"There's just that feeling that this isn't a proper life."
Merle Mitchell's words were direct when she fronted a Sydney hearing of the Royal Commission into Aged Care Quality and Safety this month.
The 84-year-old recalled the loss she felt after moving into a Melbourne residential aged care facility.
"[You're] told this is your home now ... well it's not, it's an institution," Ms Mitchell said.
"There's this feeling that the quicker it's all over, the better it is for everybody."
Asked what she saw as the most important things the commission should be looking at for change that would make a real difference to those living in a residential facility, Ms Mitchell had no hesitation.
"Ratios. Ratios. Ratios. Everybody will tell you that," she said.
"They [staff] don't have time to talk to residents because they're under so much pressure to be able to fill their requirements."
Earlier in her evidence, Ms Mitchell had told the commission that if she needed something in the middle of the night, "because there's only one nurse responsible for 170 patients, I wait a very, very long time".
She also believes more needs to be done about the mental and emotional impact of moving into an aged care facility - "and that gets back to training and, again, to the ratios".
'Stateless'
While people in aged care should enjoy their final months or years, Professor Joseph Ibrahim described residential facilities as "stateless".
Professor Ibrahim, head of the Health, Law and Ageing Research Unit at Monash University's Department of Forensic Medicine, said that despite promises and inquiries, nothing had changed in aged care over the past 15 years.
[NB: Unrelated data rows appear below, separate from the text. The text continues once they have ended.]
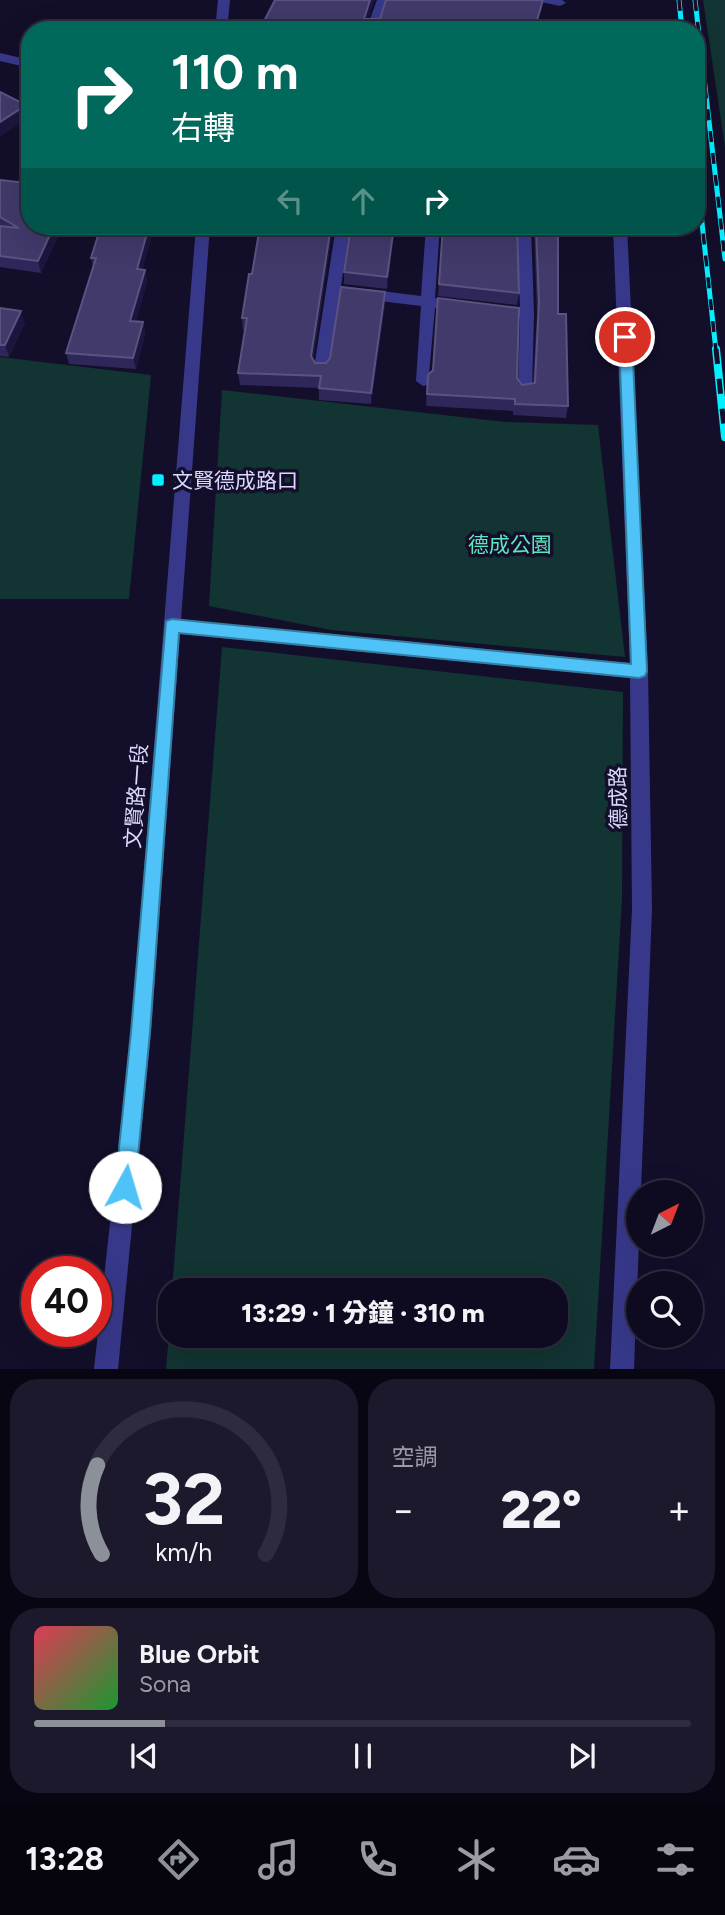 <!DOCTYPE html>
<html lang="zh-TW">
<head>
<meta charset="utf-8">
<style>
	body { margin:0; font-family:Figtree,"Noto Sans TC",sans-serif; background:#1c192d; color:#f1f3f6; height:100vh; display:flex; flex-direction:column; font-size:26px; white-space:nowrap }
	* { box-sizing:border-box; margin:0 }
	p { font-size:23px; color:#9b9ba5 }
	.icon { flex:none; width:38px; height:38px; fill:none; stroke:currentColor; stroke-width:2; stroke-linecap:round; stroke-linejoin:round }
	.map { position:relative; height:1369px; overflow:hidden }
	.details { display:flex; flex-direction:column; gap:10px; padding:10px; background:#080612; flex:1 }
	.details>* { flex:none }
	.hud { position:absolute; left:21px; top:21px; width:684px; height:214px; border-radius:28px; box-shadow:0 7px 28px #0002,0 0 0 2px #2e2b3e; background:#00695c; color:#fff; overflow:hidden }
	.needle { width:46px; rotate:42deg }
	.buttons { position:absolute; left:626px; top:1180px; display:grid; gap:14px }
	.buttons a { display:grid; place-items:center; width:77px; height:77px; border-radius:50%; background:#0e0b20; box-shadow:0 7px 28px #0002,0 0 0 2px #2e2b3e; font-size:35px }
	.speed { position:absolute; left:21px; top:1256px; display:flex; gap:14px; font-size:35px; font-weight:700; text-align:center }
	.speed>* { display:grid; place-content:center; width:91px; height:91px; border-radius:50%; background:#0e0b20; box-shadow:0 7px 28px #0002,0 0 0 2px #2e2b3e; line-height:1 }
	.speed .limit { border:10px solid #d22; background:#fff; color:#111 }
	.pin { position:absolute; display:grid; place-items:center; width:60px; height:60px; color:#fff; margin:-30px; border:4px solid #fff; border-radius:50%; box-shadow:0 2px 7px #0007 }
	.me { position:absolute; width:77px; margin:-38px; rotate:6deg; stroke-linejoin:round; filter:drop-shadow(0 0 5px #0008) }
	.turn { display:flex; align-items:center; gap:24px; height:147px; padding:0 35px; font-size:32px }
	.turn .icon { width:91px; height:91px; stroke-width:2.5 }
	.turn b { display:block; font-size:49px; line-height:60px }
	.lanes { display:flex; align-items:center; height:66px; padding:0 35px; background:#0003; justify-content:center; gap:35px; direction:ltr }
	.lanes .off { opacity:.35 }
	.big { font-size:52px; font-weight:800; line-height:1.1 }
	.details .tile { flex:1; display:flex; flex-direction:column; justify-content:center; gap:10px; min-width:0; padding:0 24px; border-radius:28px; background:#1c192d }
	.details .dial { align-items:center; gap:0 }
	.dial svg { height:182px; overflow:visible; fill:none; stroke:#2e2b3e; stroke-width:7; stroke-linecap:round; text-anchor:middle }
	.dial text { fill:#f1f3f6; stroke:none }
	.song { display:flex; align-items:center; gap:21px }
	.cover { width:84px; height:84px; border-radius:10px; background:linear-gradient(135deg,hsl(350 70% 55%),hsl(130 70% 35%)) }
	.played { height:7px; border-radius:4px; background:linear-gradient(90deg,#8c9099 20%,#2e2b3e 20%) }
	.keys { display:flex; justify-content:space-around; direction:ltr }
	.heat { display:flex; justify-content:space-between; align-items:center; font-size:38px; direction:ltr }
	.details .tiles { flex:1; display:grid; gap:10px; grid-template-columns:1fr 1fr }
	.tile:last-child { grid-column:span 2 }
	.trip { position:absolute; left:158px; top:1278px; width:410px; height:70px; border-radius:28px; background:#0e0b20; box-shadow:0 7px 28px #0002,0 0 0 2px #2e2b3e; font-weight:800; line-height:70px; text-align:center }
	.menu { display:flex; height:112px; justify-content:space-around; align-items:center; background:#06040d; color:#9b9ba5 }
	.menu .icon { width:49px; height:49px }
	.menu .current { color:#8c9099 }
	.menu b { font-size:32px; color:#f1f3f6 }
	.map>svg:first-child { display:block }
	.green { fill:#123432 }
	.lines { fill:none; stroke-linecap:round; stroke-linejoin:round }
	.minor { fill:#38388b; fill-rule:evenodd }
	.rail-far1-casing { stroke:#04efff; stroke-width:5 }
	.rail-casing { stroke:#04efff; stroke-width:8 }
	.rail-far1 { stroke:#130f2a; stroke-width:3.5; stroke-dasharray:11; stroke-linecap:butt }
	.rail { stroke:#130f2a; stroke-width:5; stroke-dasharray:15; stroke-linecap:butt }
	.wall { fill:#2f2759 }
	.shaded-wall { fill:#1c163e }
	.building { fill:#413a6a; stroke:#5a5382; stroke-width:2 }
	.route { fill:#4fc3f7; stroke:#337fa1; stroke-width:2 }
	.poi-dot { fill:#04efff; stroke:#130f2a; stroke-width:2.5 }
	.labels { text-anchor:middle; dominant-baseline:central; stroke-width:7; stroke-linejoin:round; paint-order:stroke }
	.poi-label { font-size:21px; fill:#dbd8ff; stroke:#130f2a; text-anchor:start }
	.park-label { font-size:21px; fill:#5de6bf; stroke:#130f2a }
	.street-label { font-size:21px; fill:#dbd8ff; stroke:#130f2a }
</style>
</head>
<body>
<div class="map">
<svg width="725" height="1369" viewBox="0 0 725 1369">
	<rect width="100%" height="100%" fill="#130f2a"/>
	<!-- green -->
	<path class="green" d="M703,0H725V147Z
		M0,357L151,375L129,599H0Z
		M222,390L505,422L598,425L625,657L331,630L209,606Z
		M222,647L623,692L622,899L594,1369H166L170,1322V1335H555V1290H172Z"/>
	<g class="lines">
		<!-- minor -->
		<path class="minor" d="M218,0H230L227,30H215Z
			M377,0H389L378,30H366Z
			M532,0H562L566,3L560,6Z
			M0,53L30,60V68L0,61Z
			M196,226H210L181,620L630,663L613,226H627L648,671L652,909L634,1369H610L632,909L630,678L180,634L151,1032L118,1369H94L131,1032Z
			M336,226H350L341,286L421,296L426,226H440L435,298L462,301L469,306L462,311L435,308L428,385L423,386L416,381L421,306L339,296L328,368L326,372H316L314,368Z
			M517,226H531L534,314L532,390L525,395L518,390L520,318L497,315L490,310L497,305L520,308Z"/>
		<defs>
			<path id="rail-far1" d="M679,0L682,30
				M695,0L725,259
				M696,168L716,351"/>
			<path id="rail" d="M716,349L725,437"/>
		</defs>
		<!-- rail-far1 casing -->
		<use href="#rail-far1" class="rail-far1-casing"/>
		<!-- rail casing -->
		<use href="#rail" class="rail-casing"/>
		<!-- rail-far1 -->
		<use href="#rail-far1" class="rail-far1"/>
		<!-- rail -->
		<use href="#rail" class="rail"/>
	</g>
	<!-- wall -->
	<path class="wall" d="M0,180L30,226H63L41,273L0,267Z
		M260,226H333L313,359L315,363H326L385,304L371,404L319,400V388L240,385L238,373L245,330H243L242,318L252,274Z
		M395,226L387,289L344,284V272Z
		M441,226H517L519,293L517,305L438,296L443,226Z
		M534,226H558V314L568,406L566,418L513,415V411L426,406L428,375L517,378L522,385L533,383L537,314Z
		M153,232L142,270H145L147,282L136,321L143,322L145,334L136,369L69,364L66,353L93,267L91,258Z
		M0,308L25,323L9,357L0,356Z"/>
	<!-- shaded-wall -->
	<path class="shaded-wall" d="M370,0H375L364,30V19Z
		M543,0H544L543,5L536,30H534Z
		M26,105L29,117L0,137V122Z
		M28,183L30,188V199L23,195Z
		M54,226H63L41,273L38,261Z
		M149,226H152L153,232L139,281L137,269Z
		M331,226H333L311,368V356Z
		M394,226H395L387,289V277Z
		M145,270L147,282L133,333L130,321Z
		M385,292V304L371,404V393Z
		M21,311L25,323L9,357L5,345Z
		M143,322L145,334L136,369L133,358Z"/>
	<!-- building -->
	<path class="building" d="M275,0H370L364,19H380L386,0H543L534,30L260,29Z
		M0,92L26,105L0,122Z
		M0,180L28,183L23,195L30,196V226H54L38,261L0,256V226L19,228L0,217Z
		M101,226H149L137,269L145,270L130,321L143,322L133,358L66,353L96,258H91Z
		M260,226H331L311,356L315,363H326L330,358L341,287L385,292L371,393L319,388L321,376L238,373L247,318H242L249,274H252Z
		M351,226H394L387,277L344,272Z
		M443,226H517L519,293L439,284Z
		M536,226H558V314H566L568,406L515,404V399L427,394L428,375L433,370L438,298L519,308L517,378L522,385L535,383L539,302Z
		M0,308L21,311L5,345H0Z"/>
	<!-- route -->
	<path class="route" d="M625,333L632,337L647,671L645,676L639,678L179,633L150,1032L135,1187L132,1194L125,1197L118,1194L115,1187L131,1032L166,621L172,619L631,664L619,337Z"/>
	<!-- markers -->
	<rect class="poi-dot" x="151" y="473" width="14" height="14" rx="3.5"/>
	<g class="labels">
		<!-- poi labels -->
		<g class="poi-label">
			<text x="172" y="480">文賢德成路口</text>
		</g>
		<!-- park labels -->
		<g class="park-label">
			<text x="510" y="544">德成公園</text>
		</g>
		<!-- street labels -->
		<g class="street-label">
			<text transform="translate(136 796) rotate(-86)">文賢路一段</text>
			<text transform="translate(618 798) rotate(-91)">德成路</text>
		</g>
	</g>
</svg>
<div class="buttons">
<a><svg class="needle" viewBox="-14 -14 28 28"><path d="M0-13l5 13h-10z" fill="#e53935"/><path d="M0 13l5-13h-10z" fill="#9b9ba5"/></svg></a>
<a><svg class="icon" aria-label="search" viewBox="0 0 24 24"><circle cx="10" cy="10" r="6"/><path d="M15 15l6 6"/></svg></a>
</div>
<div class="speed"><div class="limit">40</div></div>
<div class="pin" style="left:625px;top:337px;background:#d93025"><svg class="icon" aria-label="arrive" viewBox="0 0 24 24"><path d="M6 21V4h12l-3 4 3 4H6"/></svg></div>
<svg class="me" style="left:125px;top:1187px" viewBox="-20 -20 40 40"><circle r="19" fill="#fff"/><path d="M0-13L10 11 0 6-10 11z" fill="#4fc3f7"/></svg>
<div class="trip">13:29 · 1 分鐘 · 310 m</div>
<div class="hud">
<div class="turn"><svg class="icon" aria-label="right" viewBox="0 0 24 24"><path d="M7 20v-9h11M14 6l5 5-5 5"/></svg><div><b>110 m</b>右轉</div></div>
<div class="lanes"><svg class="icon off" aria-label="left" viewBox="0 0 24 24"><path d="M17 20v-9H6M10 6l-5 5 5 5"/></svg><svg class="icon off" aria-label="ahead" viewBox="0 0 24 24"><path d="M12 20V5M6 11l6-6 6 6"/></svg><svg class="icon" aria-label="right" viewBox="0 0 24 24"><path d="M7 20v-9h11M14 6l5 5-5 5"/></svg></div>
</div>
</div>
<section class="details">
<div class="tiles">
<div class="tile dial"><svg viewBox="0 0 100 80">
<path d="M14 69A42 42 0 1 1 86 69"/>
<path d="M14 69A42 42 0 0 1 12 30" stroke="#8c9099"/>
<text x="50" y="56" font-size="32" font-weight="700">32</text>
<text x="50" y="72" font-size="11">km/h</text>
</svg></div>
<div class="tile"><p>空調</p>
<div class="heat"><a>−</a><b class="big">22°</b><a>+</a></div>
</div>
<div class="tile">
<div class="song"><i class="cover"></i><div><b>Blue Orbit</b><p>Sona</p></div></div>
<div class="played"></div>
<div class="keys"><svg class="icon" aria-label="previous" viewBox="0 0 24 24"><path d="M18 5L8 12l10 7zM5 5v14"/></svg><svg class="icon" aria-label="pause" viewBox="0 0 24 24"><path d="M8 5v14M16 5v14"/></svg><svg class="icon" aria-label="next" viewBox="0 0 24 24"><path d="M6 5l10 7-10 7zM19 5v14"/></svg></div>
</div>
</div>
</section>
<nav class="menu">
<b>13:28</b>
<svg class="icon current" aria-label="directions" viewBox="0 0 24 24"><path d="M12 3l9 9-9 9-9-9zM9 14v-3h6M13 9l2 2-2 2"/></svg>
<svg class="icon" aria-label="music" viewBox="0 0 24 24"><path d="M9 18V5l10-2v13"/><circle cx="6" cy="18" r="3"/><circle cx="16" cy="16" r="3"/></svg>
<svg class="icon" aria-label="phone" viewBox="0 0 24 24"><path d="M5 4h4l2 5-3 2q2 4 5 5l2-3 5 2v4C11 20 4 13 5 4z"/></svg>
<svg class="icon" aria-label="climate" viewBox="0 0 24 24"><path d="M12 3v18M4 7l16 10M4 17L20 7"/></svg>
<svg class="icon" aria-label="car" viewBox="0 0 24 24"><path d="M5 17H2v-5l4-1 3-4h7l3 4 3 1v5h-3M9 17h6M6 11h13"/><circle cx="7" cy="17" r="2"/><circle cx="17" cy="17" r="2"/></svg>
<svg class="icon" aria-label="filters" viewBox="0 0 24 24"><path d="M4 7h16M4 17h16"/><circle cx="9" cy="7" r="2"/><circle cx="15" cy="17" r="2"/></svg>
</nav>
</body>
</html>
He accused politicians of not caring.
"If they truly care they would do something or at least say something. They don't say anything. They don't act.
"If you have to go somewhere that is not your home, you deserve something better than you're currently getting.
"We accept people dying prematurely because we believe they're old and have no benefit to society, and that's just wrong."
Mother's plight
Eresha Dassanayake told the commission of having to wash dried faeces from her 87-year-old mother's hands almost daily at a NSW facility.
She believed the soiling was due to her mother being left in a dirty nappy for long enough that she would try to remove it herself.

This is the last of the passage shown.